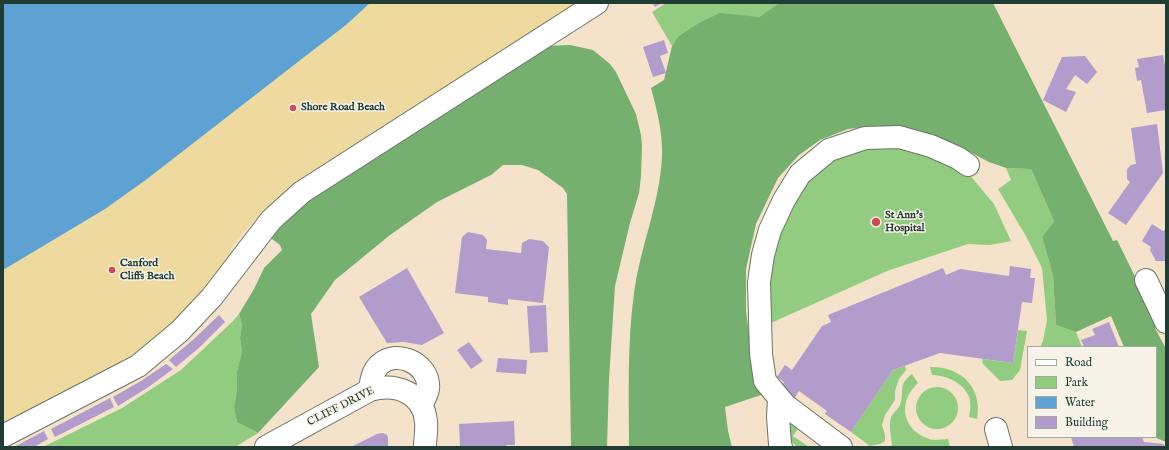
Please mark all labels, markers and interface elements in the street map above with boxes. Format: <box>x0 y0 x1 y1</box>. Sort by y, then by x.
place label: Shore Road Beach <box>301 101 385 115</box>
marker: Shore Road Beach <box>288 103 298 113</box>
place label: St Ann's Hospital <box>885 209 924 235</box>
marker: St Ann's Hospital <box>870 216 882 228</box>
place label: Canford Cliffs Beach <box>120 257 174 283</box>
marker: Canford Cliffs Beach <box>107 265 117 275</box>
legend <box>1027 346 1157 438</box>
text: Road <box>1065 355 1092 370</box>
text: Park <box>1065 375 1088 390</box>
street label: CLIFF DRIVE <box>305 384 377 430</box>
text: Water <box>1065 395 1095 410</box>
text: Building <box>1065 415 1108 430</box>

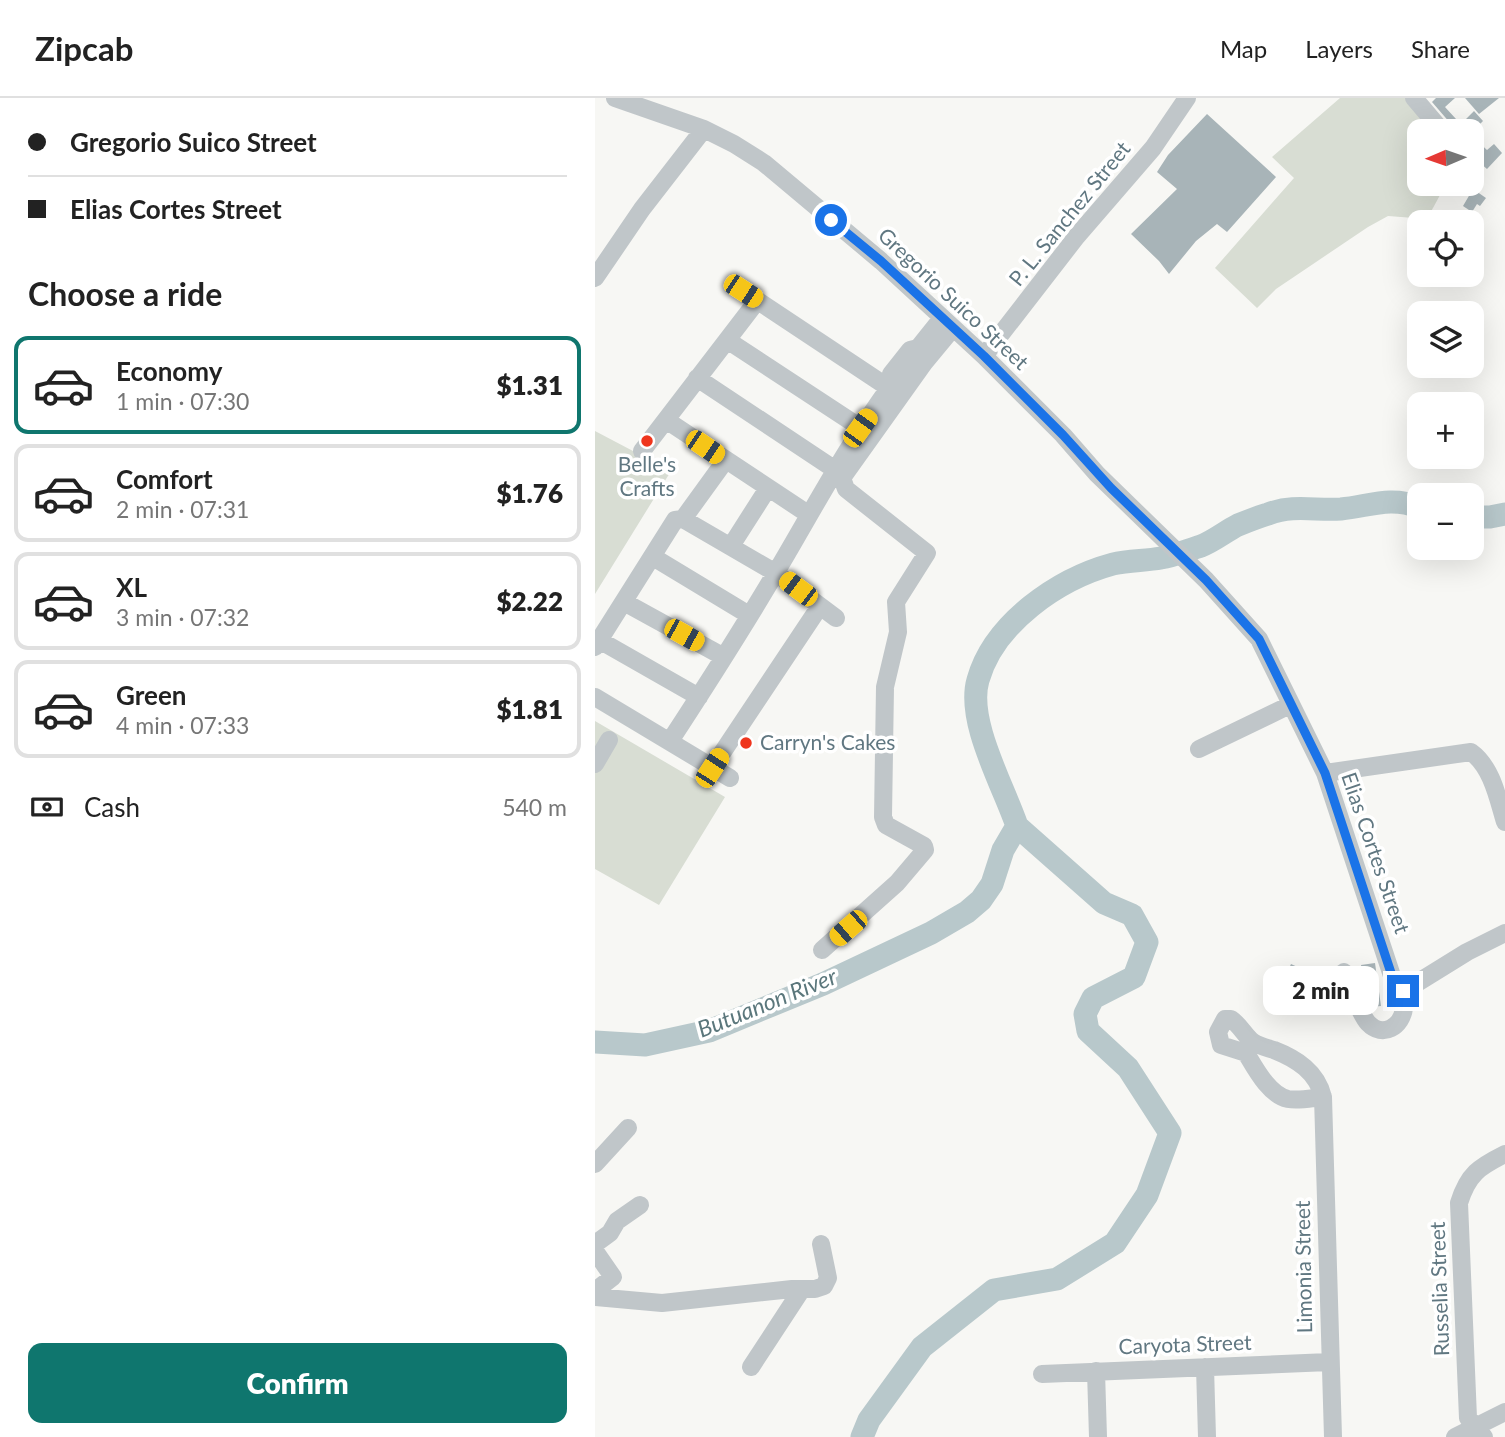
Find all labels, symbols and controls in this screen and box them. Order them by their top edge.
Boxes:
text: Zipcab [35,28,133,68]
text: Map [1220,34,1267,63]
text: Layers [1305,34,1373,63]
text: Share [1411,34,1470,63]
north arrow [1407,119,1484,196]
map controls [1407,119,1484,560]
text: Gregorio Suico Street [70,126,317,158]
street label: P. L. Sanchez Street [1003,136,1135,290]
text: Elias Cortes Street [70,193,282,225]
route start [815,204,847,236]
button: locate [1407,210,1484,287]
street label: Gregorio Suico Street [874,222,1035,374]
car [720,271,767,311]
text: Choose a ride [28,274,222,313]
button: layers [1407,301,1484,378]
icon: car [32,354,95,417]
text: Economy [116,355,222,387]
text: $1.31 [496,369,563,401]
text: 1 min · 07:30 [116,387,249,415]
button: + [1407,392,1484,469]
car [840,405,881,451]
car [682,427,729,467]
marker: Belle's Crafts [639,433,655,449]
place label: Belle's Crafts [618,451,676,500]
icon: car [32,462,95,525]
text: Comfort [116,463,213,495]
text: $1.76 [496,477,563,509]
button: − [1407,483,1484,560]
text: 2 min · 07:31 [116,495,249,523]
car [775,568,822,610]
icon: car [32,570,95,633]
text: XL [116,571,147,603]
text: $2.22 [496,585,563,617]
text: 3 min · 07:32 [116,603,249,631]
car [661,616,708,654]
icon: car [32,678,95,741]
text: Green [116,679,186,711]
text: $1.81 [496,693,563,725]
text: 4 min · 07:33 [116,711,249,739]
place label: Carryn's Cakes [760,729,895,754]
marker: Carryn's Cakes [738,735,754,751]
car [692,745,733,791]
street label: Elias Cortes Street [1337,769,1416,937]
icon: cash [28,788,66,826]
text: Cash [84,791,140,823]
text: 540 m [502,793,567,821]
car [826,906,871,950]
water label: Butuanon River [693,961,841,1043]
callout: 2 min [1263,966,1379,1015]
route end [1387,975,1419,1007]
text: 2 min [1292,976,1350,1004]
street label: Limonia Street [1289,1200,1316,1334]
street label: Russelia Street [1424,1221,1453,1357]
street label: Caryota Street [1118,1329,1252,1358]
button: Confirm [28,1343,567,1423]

---

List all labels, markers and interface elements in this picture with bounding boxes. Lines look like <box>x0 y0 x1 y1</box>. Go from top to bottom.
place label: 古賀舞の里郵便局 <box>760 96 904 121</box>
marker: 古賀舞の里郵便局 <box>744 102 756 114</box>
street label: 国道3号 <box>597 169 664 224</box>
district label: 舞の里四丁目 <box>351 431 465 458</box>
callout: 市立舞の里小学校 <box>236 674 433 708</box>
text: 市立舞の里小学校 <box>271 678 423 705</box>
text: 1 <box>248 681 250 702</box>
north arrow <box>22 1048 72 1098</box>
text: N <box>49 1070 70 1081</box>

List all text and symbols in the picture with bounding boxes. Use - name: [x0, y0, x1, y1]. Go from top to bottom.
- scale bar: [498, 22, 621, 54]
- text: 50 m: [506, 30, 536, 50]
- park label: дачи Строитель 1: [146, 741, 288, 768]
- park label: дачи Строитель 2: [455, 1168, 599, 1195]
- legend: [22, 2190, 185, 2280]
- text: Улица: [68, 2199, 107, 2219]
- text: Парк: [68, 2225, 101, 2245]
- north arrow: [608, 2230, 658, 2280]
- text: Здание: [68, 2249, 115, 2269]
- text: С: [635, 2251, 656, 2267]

--

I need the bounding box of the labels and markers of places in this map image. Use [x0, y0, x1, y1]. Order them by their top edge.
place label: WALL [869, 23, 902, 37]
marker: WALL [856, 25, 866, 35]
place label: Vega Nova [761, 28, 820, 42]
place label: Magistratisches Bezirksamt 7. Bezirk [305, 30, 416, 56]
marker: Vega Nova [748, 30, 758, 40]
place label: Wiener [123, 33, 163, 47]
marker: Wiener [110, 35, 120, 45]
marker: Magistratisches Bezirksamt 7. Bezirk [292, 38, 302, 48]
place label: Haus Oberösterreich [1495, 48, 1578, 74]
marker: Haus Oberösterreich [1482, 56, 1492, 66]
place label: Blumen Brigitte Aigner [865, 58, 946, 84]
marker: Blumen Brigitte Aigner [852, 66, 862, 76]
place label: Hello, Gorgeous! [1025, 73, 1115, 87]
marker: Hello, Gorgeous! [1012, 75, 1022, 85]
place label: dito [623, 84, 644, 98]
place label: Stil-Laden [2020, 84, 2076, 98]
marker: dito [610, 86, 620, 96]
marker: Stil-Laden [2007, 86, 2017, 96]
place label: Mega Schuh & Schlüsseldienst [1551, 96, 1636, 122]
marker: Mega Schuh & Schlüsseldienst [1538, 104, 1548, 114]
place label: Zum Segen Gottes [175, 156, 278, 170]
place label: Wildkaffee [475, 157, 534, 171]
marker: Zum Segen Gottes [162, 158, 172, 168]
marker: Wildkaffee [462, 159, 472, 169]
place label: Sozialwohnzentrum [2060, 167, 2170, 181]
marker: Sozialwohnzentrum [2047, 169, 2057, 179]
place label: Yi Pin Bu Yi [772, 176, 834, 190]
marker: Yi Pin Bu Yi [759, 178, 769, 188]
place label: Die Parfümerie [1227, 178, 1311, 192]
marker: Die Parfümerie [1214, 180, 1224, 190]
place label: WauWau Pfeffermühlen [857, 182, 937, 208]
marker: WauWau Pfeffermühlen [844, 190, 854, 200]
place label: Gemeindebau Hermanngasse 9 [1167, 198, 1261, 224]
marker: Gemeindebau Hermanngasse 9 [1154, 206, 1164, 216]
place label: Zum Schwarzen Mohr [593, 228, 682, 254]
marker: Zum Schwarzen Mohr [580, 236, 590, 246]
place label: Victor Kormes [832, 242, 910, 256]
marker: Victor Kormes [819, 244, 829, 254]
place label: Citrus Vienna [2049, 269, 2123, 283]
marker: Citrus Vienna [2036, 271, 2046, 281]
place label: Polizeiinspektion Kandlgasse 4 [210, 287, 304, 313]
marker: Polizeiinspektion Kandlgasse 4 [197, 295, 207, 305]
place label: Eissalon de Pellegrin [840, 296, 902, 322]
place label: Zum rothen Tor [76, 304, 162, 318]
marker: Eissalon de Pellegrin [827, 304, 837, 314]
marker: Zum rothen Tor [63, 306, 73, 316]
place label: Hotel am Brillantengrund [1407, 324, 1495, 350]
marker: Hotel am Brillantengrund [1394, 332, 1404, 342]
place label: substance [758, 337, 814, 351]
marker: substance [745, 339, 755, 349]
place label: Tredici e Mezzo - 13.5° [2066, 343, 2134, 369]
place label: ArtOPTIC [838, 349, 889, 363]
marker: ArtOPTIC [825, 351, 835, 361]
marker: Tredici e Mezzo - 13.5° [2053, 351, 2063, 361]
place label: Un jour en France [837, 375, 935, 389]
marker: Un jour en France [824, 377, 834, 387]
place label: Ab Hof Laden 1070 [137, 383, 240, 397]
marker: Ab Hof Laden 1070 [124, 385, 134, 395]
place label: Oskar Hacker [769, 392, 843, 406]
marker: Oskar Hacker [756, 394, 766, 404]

* Work task
Transcribe only this stretch of the data: the line with "Please mark all", the line with "Find all labels, symbols", and every line in between. Leave out the pictures.

* Problem solution
Please mark all labels, markers and interface elements in the street map above with boxes. Format: <box>x0 y0 x1 y1</box>. Sort by y, then by x.
place label: Shore Road Beach <box>301 101 385 115</box>
marker: Shore Road Beach <box>288 103 298 113</box>
place label: St Ann's Hospital <box>885 209 924 235</box>
marker: St Ann's Hospital <box>870 216 882 228</box>
place label: Canford Cliffs Beach <box>120 257 174 283</box>
marker: Canford Cliffs Beach <box>107 265 117 275</box>
legend <box>1027 346 1157 438</box>
text: Road <box>1065 355 1092 370</box>
text: Park <box>1065 375 1088 390</box>
street label: CLIFF DRIVE <box>305 384 377 430</box>
text: Water <box>1065 395 1095 410</box>
text: Building <box>1065 415 1108 430</box>

Find all labels, symbols and controls in this screen and box them. Order them by their top edge.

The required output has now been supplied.